__Description of the task__
Please copy every line with the string "name" from the entries below.

__Extracted material__

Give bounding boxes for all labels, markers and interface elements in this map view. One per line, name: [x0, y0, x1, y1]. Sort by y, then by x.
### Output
--
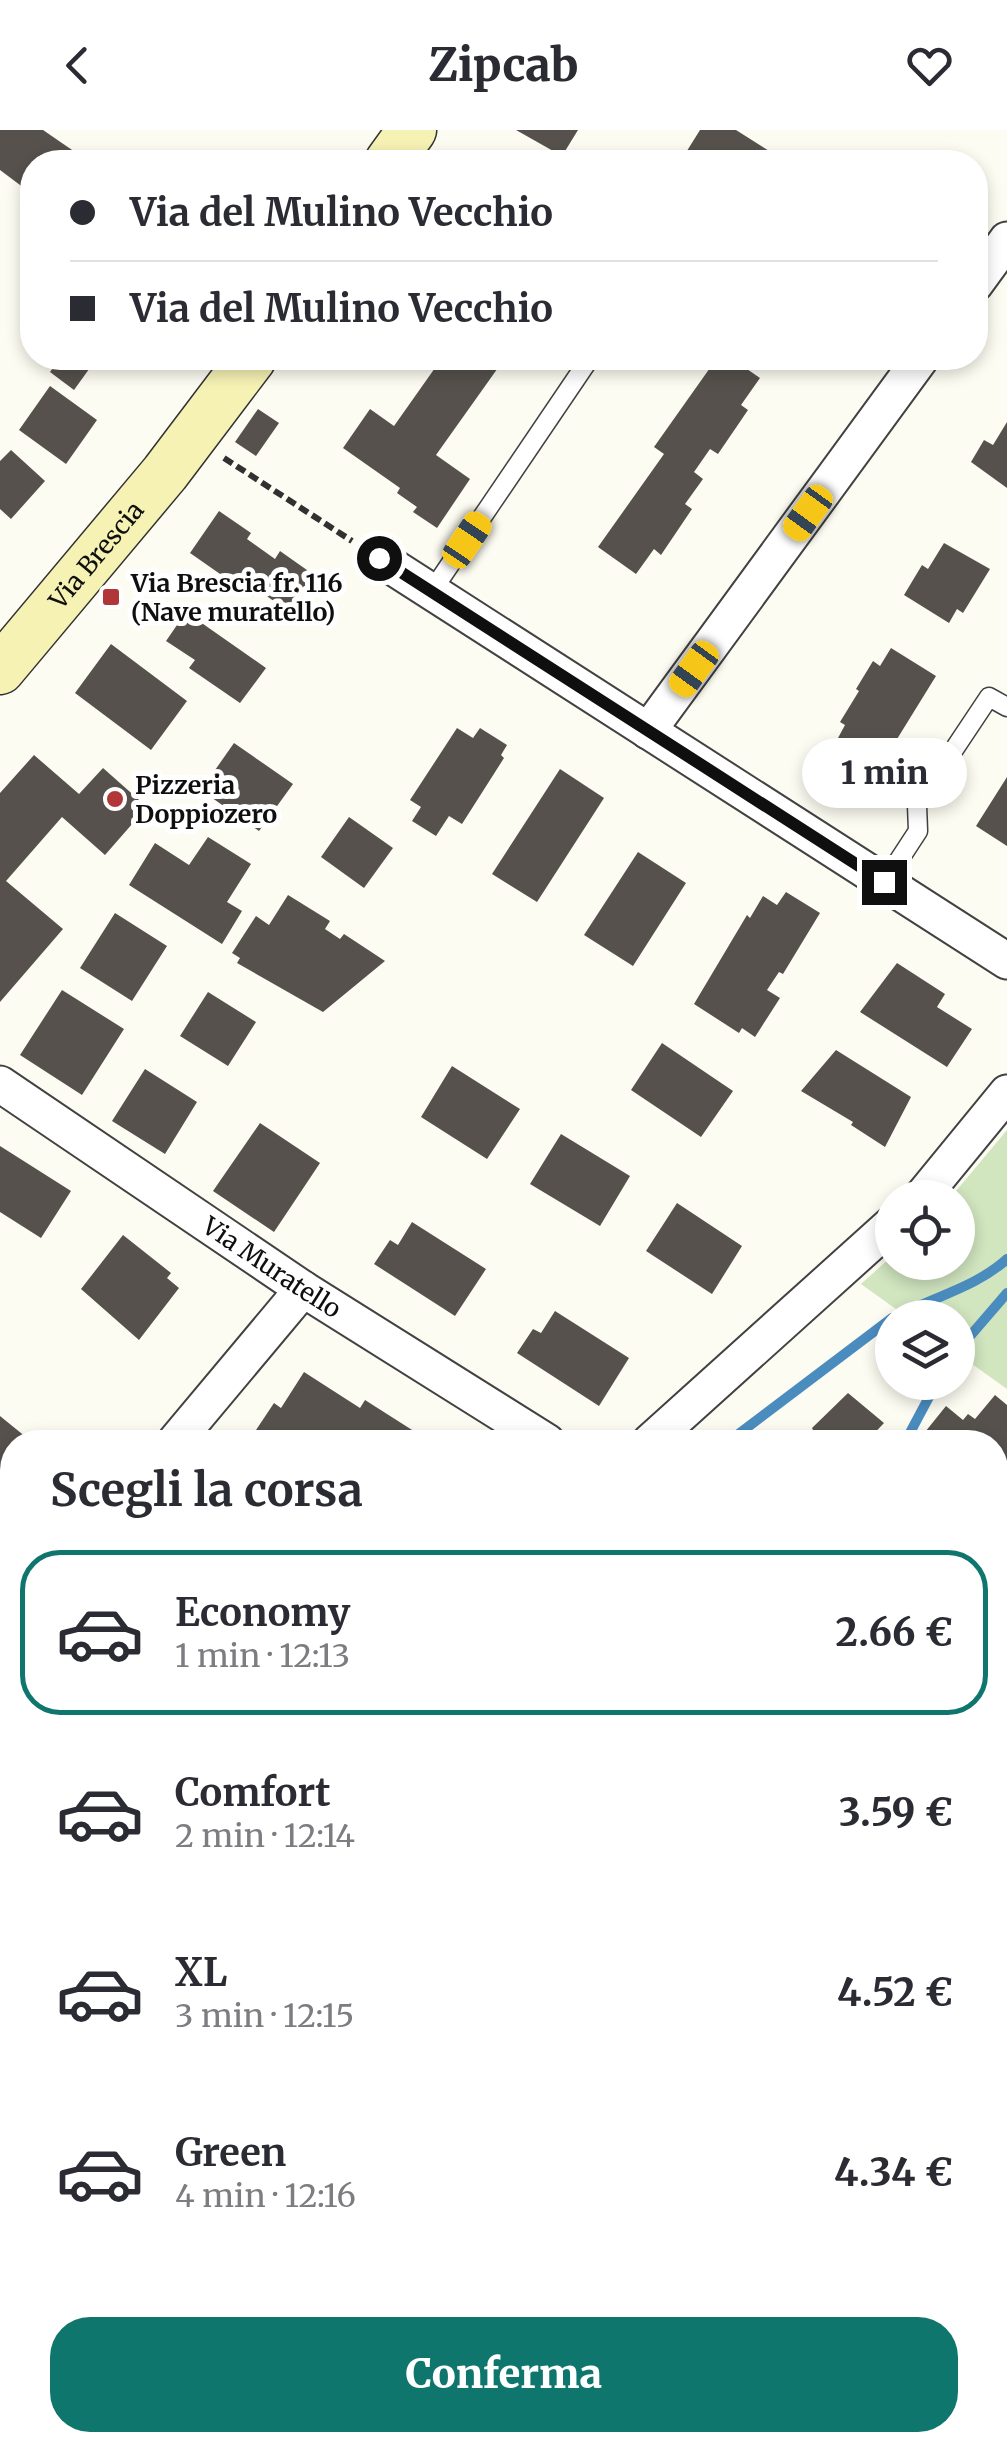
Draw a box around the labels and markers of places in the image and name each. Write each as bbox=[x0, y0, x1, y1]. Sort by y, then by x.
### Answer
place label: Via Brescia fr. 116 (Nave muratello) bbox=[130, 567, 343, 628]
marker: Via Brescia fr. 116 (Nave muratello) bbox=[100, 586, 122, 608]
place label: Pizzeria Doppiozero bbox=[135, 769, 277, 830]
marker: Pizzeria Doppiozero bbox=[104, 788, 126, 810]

__Written solution__
Give bounding boxes for all labels, markers and interface elements in this map view. One per line, name: [x0, y0, x1, y1]. Sort by y, then by x.
Draw a box around the labels and markers of places in the image and name each. Write each as bbox=[x0, y0, x1, y1]. Sort by y, then by x.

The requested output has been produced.